In Blood Runs Cold, a musician, Winona, returns to her home town and a house her manager has rented for her. Deeming the somewhat dilapidated building creepy, she invites an old boyfriend, Richard, and his two friends, Carl and Liz, to spend the first night there with her.
Blood Runs Cold is a perfect example of the ways by which Slasher films benefit from winter settings. The snow-choked surroundings add to the sense of isolation, and the low, grey skies lend an ominous feel to daytime scenes. Blood Runs Cold, in fact, takes full advantage of the environment, filming the bare trees, the iron-wool clouds, and the bleak-looking cabin in shades of blues and greys. The film is beautifully shot, the filmmakers creating a subtle tension through lighting and camera position. A major accomplishment considering a tiny budget.
Character interactions, however, fall largely flat. Tension and mood grow as long as only one character is onscreen, but the moment a second or third player comes into the shot, the moment they begin to converse, things get clumsy, sometimes even a tad embarrassing. The dialogue is inane and stilted; the actors aren`t terrible, but their accents (the film was evidently shot in English, not dubbed) make them sound lifeless, hollow.
Dialogue involving Carl is especially painful. Carl is a consummate doorknob and comes off like a teenager who has just recently discovered sex and so just won’t shut up about it—but his just-barely-post-adolescent obsession with sex also bespeaks a guy who doesn’t have much experience and is determined to prove otherwise. It’s weird and Carl is spectacularly annoying.
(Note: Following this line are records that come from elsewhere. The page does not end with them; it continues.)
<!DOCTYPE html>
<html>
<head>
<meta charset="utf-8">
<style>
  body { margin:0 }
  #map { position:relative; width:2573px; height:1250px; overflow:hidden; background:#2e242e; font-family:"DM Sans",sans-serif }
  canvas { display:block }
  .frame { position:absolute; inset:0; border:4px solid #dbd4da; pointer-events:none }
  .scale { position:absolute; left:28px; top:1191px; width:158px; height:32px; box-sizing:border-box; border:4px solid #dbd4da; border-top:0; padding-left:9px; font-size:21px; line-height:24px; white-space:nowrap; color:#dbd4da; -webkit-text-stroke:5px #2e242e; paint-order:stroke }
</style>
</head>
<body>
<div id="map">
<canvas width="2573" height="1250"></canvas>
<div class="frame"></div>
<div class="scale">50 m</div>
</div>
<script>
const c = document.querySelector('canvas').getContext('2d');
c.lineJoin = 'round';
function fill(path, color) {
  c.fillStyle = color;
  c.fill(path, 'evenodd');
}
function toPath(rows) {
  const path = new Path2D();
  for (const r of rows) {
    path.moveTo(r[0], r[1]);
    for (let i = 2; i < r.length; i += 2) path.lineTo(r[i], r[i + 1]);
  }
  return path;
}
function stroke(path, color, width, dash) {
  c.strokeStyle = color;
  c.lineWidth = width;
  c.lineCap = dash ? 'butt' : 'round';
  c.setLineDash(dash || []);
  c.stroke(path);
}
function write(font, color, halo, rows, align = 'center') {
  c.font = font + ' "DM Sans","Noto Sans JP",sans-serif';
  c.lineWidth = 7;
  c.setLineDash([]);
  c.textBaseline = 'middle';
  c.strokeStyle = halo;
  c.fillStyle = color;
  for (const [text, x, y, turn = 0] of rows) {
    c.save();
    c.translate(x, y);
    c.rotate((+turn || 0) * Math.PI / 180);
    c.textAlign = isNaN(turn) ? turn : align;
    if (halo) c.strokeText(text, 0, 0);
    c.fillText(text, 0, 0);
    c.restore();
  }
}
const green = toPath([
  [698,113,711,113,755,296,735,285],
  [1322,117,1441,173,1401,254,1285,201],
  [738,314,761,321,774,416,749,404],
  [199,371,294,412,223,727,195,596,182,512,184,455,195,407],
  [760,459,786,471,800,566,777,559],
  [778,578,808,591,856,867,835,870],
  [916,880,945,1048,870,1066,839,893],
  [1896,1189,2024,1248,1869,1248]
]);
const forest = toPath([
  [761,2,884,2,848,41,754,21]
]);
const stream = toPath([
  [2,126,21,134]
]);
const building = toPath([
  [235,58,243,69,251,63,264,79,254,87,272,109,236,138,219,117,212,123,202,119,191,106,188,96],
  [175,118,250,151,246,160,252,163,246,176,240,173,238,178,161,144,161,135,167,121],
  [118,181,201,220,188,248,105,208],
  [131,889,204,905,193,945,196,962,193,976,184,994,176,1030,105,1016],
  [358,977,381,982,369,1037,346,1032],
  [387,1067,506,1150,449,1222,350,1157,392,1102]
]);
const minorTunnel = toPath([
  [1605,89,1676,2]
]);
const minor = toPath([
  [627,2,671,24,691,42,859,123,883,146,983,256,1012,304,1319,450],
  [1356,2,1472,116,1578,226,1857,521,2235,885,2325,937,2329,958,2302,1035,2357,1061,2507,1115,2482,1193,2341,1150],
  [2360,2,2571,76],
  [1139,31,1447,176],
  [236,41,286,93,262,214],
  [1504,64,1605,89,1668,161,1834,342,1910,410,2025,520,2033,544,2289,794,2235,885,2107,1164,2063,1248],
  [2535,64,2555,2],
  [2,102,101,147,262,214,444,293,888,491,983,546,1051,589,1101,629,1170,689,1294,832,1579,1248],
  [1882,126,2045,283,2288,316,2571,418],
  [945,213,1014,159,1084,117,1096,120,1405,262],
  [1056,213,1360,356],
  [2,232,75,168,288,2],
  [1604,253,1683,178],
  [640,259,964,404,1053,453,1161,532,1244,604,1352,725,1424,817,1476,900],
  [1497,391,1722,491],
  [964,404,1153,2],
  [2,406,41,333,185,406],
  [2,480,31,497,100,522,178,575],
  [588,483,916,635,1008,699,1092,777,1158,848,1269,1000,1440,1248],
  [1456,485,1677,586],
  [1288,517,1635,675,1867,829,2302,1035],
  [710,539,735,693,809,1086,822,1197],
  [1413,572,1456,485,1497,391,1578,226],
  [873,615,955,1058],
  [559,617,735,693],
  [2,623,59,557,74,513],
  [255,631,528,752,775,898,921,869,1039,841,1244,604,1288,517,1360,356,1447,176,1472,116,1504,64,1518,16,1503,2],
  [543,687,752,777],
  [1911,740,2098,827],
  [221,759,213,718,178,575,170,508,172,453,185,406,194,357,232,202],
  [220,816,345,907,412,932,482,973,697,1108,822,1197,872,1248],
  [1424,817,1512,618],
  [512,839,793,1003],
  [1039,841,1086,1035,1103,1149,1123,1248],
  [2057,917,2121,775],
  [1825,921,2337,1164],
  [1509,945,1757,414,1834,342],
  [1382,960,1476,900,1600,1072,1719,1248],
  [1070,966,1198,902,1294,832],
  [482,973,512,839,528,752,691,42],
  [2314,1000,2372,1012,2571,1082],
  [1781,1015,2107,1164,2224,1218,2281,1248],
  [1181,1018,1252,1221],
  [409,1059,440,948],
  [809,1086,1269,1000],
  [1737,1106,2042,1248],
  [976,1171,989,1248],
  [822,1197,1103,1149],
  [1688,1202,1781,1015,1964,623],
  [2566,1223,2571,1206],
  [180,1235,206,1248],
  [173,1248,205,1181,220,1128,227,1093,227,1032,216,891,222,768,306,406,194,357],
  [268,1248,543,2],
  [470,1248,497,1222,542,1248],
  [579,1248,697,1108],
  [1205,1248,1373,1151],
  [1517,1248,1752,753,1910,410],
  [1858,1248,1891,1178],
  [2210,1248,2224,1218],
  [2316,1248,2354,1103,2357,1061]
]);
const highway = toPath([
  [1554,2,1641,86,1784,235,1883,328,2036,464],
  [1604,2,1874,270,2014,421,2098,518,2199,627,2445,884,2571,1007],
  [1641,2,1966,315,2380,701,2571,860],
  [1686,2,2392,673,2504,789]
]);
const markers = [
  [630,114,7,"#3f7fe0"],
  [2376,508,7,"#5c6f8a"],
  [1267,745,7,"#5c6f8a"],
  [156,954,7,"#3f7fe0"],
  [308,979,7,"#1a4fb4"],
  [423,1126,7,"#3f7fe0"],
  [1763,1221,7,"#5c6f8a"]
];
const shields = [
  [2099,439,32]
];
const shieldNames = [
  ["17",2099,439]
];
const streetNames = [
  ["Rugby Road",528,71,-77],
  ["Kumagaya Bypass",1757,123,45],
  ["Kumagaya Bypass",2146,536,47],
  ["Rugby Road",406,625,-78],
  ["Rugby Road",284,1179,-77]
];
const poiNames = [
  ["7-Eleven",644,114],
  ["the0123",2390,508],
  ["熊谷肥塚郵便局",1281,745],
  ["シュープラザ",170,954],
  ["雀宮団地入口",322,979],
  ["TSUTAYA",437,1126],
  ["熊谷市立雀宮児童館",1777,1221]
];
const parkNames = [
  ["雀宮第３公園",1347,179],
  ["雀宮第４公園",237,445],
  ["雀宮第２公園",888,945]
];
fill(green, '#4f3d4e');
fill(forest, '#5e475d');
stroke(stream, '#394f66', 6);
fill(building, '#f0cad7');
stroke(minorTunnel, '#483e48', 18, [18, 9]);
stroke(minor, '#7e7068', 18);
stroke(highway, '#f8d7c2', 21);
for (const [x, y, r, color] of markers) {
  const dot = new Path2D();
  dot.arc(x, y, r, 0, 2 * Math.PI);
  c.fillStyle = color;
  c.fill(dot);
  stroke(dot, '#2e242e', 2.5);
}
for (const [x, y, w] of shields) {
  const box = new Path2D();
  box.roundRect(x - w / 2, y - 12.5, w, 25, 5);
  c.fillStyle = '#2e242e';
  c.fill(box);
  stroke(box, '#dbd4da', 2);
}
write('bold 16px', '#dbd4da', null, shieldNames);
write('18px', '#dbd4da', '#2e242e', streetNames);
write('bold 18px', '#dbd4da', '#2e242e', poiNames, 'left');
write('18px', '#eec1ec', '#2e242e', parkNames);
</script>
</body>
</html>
The film also suffers from character reactions that simply do not ring true. This is especially true of reactions to the discovery of blood. In one scene, Winona comes across a huge puddle of blood on the kitchen floor. After barely batting an eye, she calmly and quietly mops up the gore. In another scene, Richard finds a trail of blood in the snow leading into the surrounding woods. He then spots a mysterious figure carrying an axe. What does Richard do? Follow the blood and the man.
It is this unrealistic decision of Richard’s, however, that leads us to a rather surprising discovery. See, though Blood Runs Cold is a mostly typical Slasher premise-wise, it becomes quite clear that its killer is anything but typical. This is a fun, oddly unsettling killer who kept the shocks and intrigue coming not only through his behaviour but by way of his very nature. This is one killer who’ll likely have you muttering “What the hell?” on more than one occasion.
The kills are sudden and bloody; sure to satisfy any Slasher fan. Unfortunately, the tension dips at times, the pace off, and that, combined with the bad dialogue and unbelievable character decisions, serves to sink the film. The movie’s enigmatic, creepy killer and expert photography deserved a stronger script.
If you’re a diehard Slasher fan and might be satisfied by a well-shot setting and a rather original killer, than you might want to give Blood Runs Cold a watch. Otherwise, just skip it.